Northwest Classical Theatre Company is new to me; in my year or so as a reviewer they had not reached out to me until now, so this was my first time at their very intimate space in Southeast Portland. It's a lovely spot, well designed, with very clever use of space. I'm not sure how they manage to shoehorn Shakespeare in there, but I look forward to finding out.
Their production of Wait Until Dark is based on a revised script by Jeffrey Hatcher that premiered in 2013. The original, by Frederick Knott, opened in 1966 and was set at that time; this version is backdated to the 1940s. The loot is slightly different, and there are a few four-letter words added to the text, but beyond these cosmetic touches the script is the same.

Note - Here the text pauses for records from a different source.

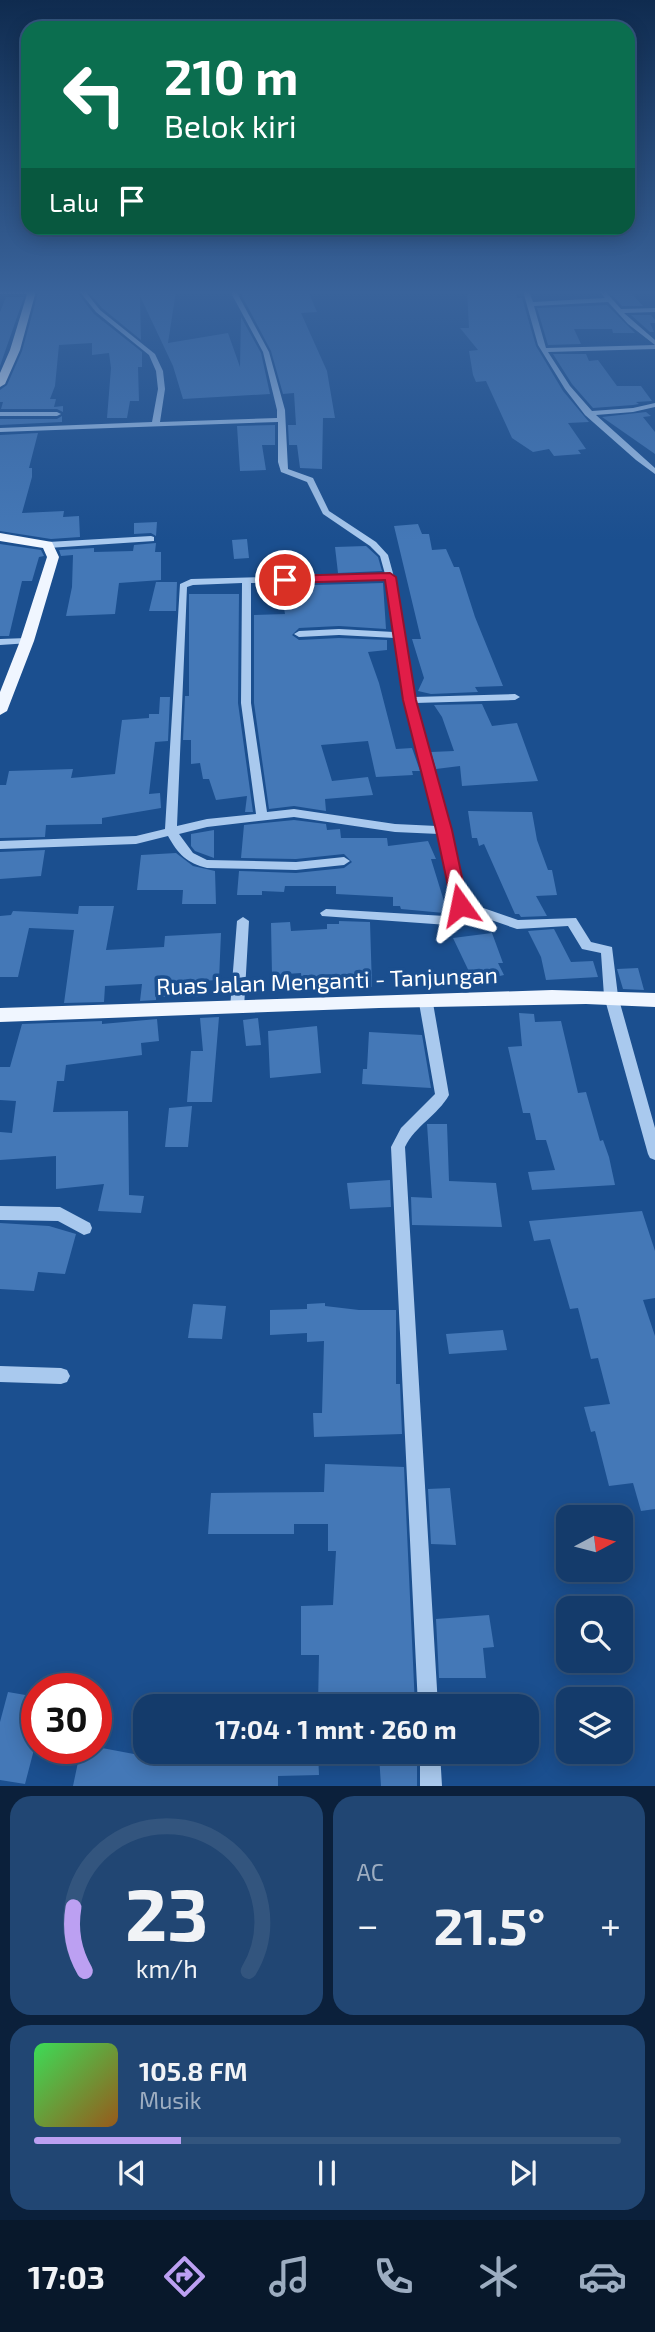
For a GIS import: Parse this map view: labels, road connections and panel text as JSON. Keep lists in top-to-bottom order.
{
  "streets": {
    "main road": ["Ruas Jalan Menganti - Tanjungan"]
  },
  "north": "right",
  "page": {
    "turn": ["210 m", "Belok kiri"],
    "then": "Lalu",
    "limit": "30",
    "trip": "17:04 · 1 mnt · 260 m",
    "tile": "AC",
    "heat": ["−", "21.5°", "+"],
    "song": ["105.8 FM", "Musik"],
    "tabs": "17:03",
    "gauge": ["23", "km/h"]
  }
}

Susan Hendrix lives in a basement apartment in Greenwich Village with her husband, Sam, a photographer. She has been blind for the last year or so after a car accident and is still adjusting to her new condition. Sam pushes her to be stronger and more self-reliant, but she is resentful and perhaps bitter, so is not all that adept at doing things for herself. A couple of criminals break into the apartment looking for a doll, then come back the next day when Susan is alone and play a con game on her while Sam is away, trying to make her give up the doll voluntarily. She doesn't know where it is, but she manages to pick up on details that give the con men away, and soon she finds herself in a life-or-death struggle. More than this I cannot tell you.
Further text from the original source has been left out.